■ **What you are asked to do**
Retype the data that follows, keeping every character the same.

■ **Data supplied**
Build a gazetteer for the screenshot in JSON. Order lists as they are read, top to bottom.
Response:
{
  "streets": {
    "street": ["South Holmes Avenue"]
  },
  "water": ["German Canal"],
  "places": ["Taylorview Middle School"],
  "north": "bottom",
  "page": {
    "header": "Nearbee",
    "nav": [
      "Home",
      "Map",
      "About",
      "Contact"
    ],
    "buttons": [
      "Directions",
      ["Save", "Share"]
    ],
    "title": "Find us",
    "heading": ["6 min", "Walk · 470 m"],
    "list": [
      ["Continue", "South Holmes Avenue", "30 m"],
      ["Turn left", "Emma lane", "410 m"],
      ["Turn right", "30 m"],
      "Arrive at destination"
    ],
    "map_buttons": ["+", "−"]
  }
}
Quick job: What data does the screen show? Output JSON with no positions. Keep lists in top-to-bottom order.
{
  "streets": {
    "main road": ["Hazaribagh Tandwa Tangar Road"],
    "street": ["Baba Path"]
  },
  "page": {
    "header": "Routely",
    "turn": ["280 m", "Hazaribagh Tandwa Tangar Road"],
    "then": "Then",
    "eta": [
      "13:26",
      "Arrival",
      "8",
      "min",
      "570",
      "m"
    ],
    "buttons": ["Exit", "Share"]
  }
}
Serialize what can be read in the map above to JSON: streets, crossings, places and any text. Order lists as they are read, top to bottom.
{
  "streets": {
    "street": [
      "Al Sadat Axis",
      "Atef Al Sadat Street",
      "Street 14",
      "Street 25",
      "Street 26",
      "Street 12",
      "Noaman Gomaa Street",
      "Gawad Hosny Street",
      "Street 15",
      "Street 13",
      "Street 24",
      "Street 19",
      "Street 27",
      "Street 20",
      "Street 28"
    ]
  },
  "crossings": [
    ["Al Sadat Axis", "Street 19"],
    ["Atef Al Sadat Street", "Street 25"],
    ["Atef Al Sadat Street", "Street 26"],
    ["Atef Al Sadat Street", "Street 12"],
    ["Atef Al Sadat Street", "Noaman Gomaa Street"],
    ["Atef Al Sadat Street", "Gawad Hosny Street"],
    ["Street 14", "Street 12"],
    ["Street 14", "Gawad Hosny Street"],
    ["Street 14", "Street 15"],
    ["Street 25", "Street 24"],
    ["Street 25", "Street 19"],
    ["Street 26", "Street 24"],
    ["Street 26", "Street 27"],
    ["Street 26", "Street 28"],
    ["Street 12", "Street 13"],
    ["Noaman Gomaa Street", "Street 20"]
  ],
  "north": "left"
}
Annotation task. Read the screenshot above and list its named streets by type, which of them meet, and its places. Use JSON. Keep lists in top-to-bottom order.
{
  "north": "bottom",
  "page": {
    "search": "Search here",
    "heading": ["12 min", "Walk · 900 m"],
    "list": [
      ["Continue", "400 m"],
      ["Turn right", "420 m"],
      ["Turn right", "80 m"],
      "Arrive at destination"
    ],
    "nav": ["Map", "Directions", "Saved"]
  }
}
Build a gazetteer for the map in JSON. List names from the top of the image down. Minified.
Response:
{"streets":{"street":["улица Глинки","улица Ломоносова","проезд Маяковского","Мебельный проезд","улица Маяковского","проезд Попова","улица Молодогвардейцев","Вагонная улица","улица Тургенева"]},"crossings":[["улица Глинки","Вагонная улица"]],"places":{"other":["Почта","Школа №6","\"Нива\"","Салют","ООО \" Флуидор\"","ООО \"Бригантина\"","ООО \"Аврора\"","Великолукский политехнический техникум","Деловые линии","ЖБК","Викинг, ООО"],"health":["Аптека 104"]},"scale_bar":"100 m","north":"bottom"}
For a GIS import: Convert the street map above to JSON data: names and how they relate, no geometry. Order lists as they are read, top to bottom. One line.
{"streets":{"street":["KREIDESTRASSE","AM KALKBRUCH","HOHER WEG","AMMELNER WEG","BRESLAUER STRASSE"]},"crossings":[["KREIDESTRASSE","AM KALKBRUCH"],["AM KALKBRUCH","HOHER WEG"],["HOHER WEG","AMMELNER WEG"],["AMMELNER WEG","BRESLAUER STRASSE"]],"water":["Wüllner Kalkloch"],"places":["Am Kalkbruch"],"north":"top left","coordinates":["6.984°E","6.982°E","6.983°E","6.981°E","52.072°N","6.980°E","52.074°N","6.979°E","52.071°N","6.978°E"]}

■ **The completed task**
Build a gazetteer for the screenshot in JSON. Order lists as they are read, top to bottom.
Response:
{
  "streets": {
    "street": ["South Holmes Avenue"]
  },
  "water": ["German Canal"],
  "places": ["Taylorview Middle School"],
  "north": "bottom",
  "page": {
    "header": "Nearbee",
    "nav": [
      "Home",
      "Map",
      "About",
      "Contact"
    ],
    "buttons": [
      "Directions",
      ["Save", "Share"]
    ],
    "title": "Find us",
    "heading": ["6 min", "Walk · 470 m"],
    "list": [
      ["Continue", "South Holmes Avenue", "30 m"],
      ["Turn left", "Emma lane", "410 m"],
      ["Turn right", "30 m"],
      "Arrive at destination"
    ],
    "map_buttons": ["+", "−"]
  }
}
Quick job: What data does the screen show? Output JSON with no positions. Keep lists in top-to-bottom order.
{
  "streets": {
    "main road": ["Hazaribagh Tandwa Tangar Road"],
    "street": ["Baba Path"]
  },
  "page": {
    "header": "Routely",
    "turn": ["280 m", "Hazaribagh Tandwa Tangar Road"],
    "then": "Then",
    "eta": [
      "13:26",
      "Arrival",
      "8",
      "min",
      "570",
      "m"
    ],
    "buttons": ["Exit", "Share"]
  }
}
Serialize what can be read in the map above to JSON: streets, crossings, places and any text. Order lists as they are read, top to bottom.
{
  "streets": {
    "street": [
      "Al Sadat Axis",
      "Atef Al Sadat Street",
      "Street 14",
      "Street 25",
      "Street 26",
      "Street 12",
      "Noaman Gomaa Street",
      "Gawad Hosny Street",
      "Street 15",
      "Street 13",
      "Street 24",
      "Street 19",
      "Street 27",
      "Street 20",
      "Street 28"
    ]
  },
  "crossings": [
    ["Al Sadat Axis", "Street 19"],
    ["Atef Al Sadat Street", "Street 25"],
    ["Atef Al Sadat Street", "Street 26"],
    ["Atef Al Sadat Street", "Street 12"],
    ["Atef Al Sadat Street", "Noaman Gomaa Street"],
    ["Atef Al Sadat Street", "Gawad Hosny Street"],
    ["Street 14", "Street 12"],
    ["Street 14", "Gawad Hosny Street"],
    ["Street 14", "Street 15"],
    ["Street 25", "Street 24"],
    ["Street 25", "Street 19"],
    ["Street 26", "Street 24"],
    ["Street 26", "Street 27"],
    ["Street 26", "Street 28"],
    ["Street 12", "Street 13"],
    ["Noaman Gomaa Street", "Street 20"]
  ],
  "north": "left"
}
Annotation task. Read the screenshot above and list its named streets by type, which of them meet, and its places. Use JSON. Keep lists in top-to-bottom order.
{
  "north": "bottom",
  "page": {
    "search": "Search here",
    "heading": ["12 min", "Walk · 900 m"],
    "list": [
      ["Continue", "400 m"],
      ["Turn right", "420 m"],
      ["Turn right", "80 m"],
      "Arrive at destination"
    ],
    "nav": ["Map", "Directions", "Saved"]
  }
}
Build a gazetteer for the map in JSON. List names from the top of the image down. Minified.
Response:
{"streets":{"street":["улица Глинки","улица Ломоносова","проезд Маяковского","Мебельный проезд","улица Маяковского","проезд Попова","улица Молодогвардейцев","Вагонная улица","улица Тургенева"]},"crossings":[["улица Глинки","Вагонная улица"]],"places":{"other":["Почта","Школа №6","\"Нива\"","Салют","ООО \" Флуидор\"","ООО \"Бригантина\"","ООО \"Аврора\"","Великолукский политехнический техникум","Деловые линии","ЖБК","Викинг, ООО"],"health":["Аптека 104"]},"scale_bar":"100 m","north":"bottom"}
For a GIS import: Convert the street map above to JSON data: names and how they relate, no geometry. Order lists as they are read, top to bottom. One line.
{"streets":{"street":["KREIDESTRASSE","AM KALKBRUCH","HOHER WEG","AMMELNER WEG","BRESLAUER STRASSE"]},"crossings":[["KREIDESTRASSE","AM KALKBRUCH"],["AM KALKBRUCH","HOHER WEG"],["HOHER WEG","AMMELNER WEG"],["AMMELNER WEG","BRESLAUER STRASSE"]],"water":["Wüllner Kalkloch"],"places":["Am Kalkbruch"],"north":"top left","coordinates":["6.984°E","6.982°E","6.983°E","6.981°E","52.072°N","6.980°E","52.074°N","6.979°E","52.071°N","6.978°E"]}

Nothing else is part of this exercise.